Jean Anthelme Brillat-Savarin was born on 2 April 1755 in the small cathedral city of Belley, Ain, 80 kilometres (50 miles) east of Lyon and a similar distance south of Bourg-en-Bresse. Belley was the principal city of the region of Bugey, which had been absorbed into France under the 1601 Treaty of Lyon.

Brillat-Savarin was descended on both sides from families of lawyers; his father, Marc-Anthelme Brillat-Savarin, was a leading lawyer in the city; his mother, Claudine-Aurore née Récamier, was the daughter of Belley's Notary Royal. Jean Anthelme was the eldest of the couple's eight children; of his two brothers, Xavier followed into the legal profession and Frédéric became an army officer.

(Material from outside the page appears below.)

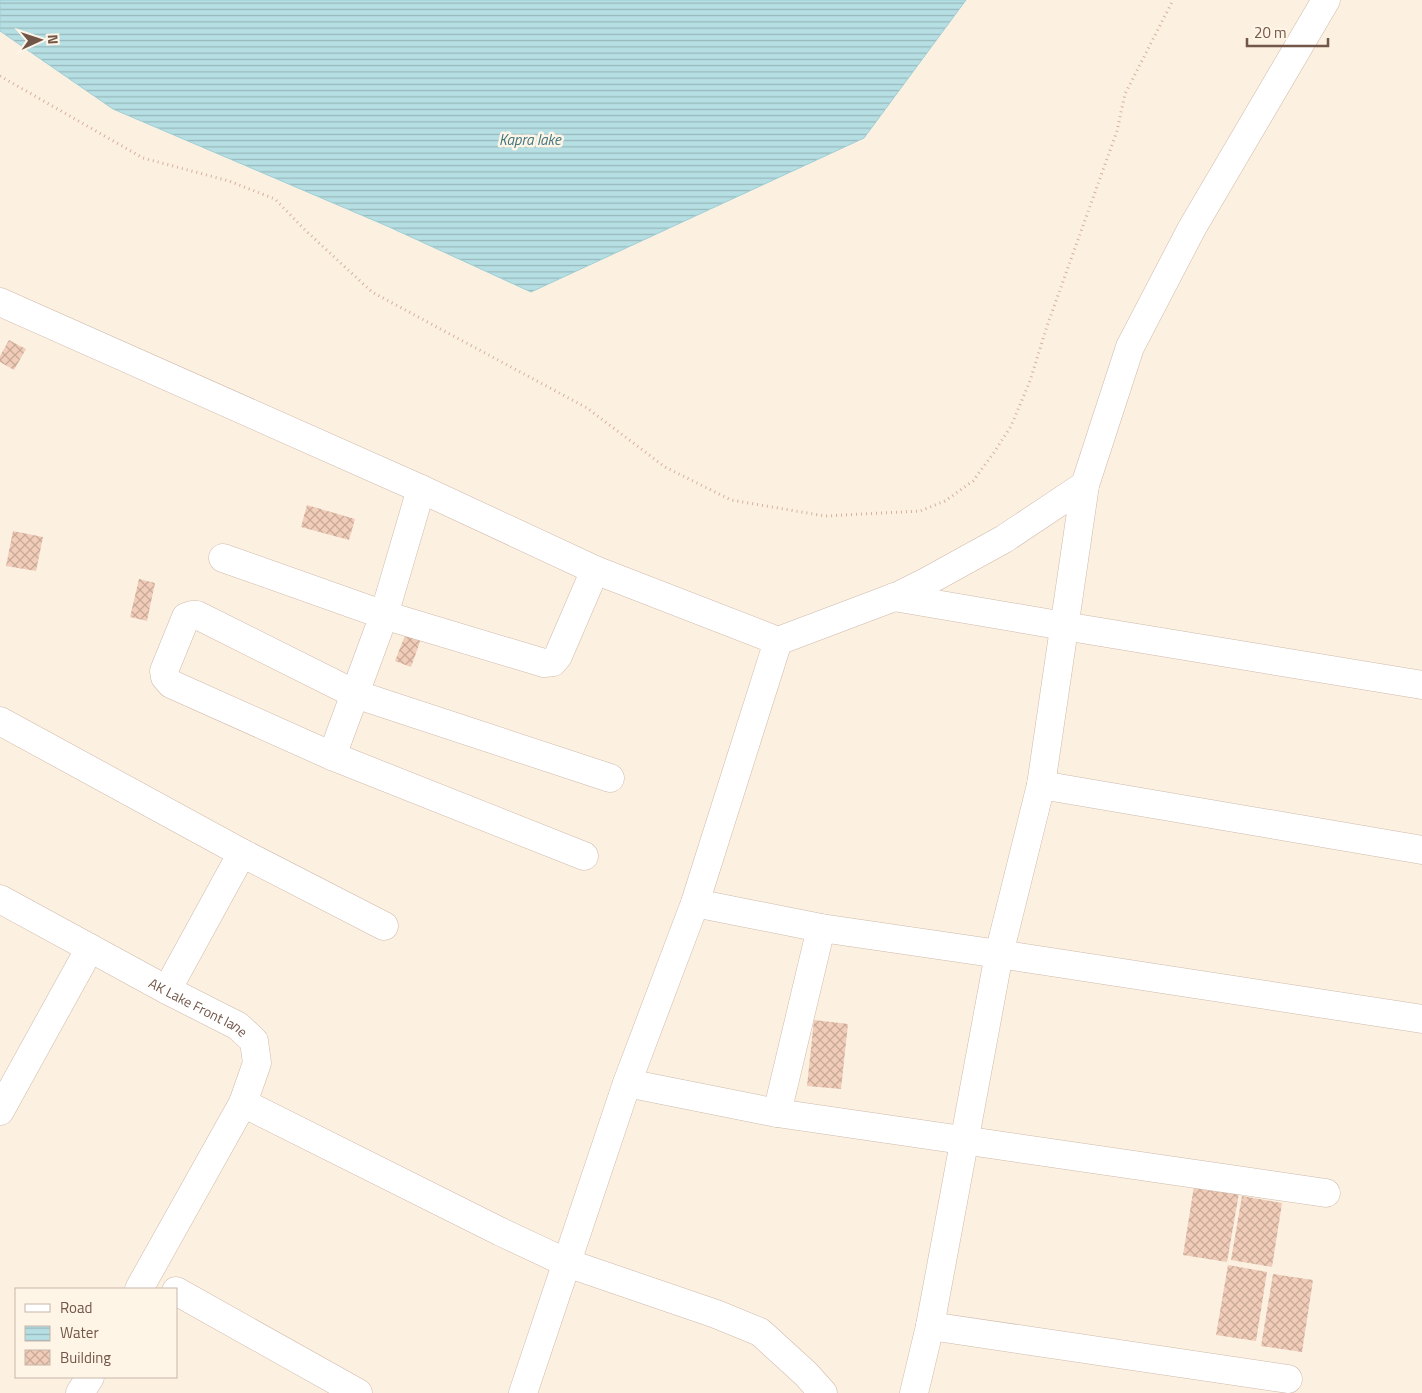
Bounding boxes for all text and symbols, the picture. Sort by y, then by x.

In the household and region in which Brillat-Savarin grew up, good food was taken seriously; his relative and fellow lawyer Lucien Tendret wrote:

Brillat-Savarin learned from friends and acquaintances of his parents many unusual things about food, including a three-day method of cooking spinach, how to eat small game birds like ortolans, and how to prepare chocolate for drinking. His formal education proceeded along more conventional lines: he entered the Collège de Belley in 1764 or 1765. Although founded as a religious institution and with many of its staff in holy orders, the college was secular in outlook; theology was not in the curriculum and the library contained works on agriculture and science as well as books by La Rochefoucauld, Montesquieu, Rabelais, Voltaire and Rousseau. As a schoolboy, Brillat-Savarin took up the violin; he loved playing it, and although destined for the law he hankered for a while after a career as a violinist.

In the spring of 1774 Brillat-Savarin enrolled at the University of Dijon. His main study was law, but he undertook some extracurricular studies in medicine and attended lectures in chemistry by Louis-Bernard Guyton de Morveau, who became a friend and helpful counsellor.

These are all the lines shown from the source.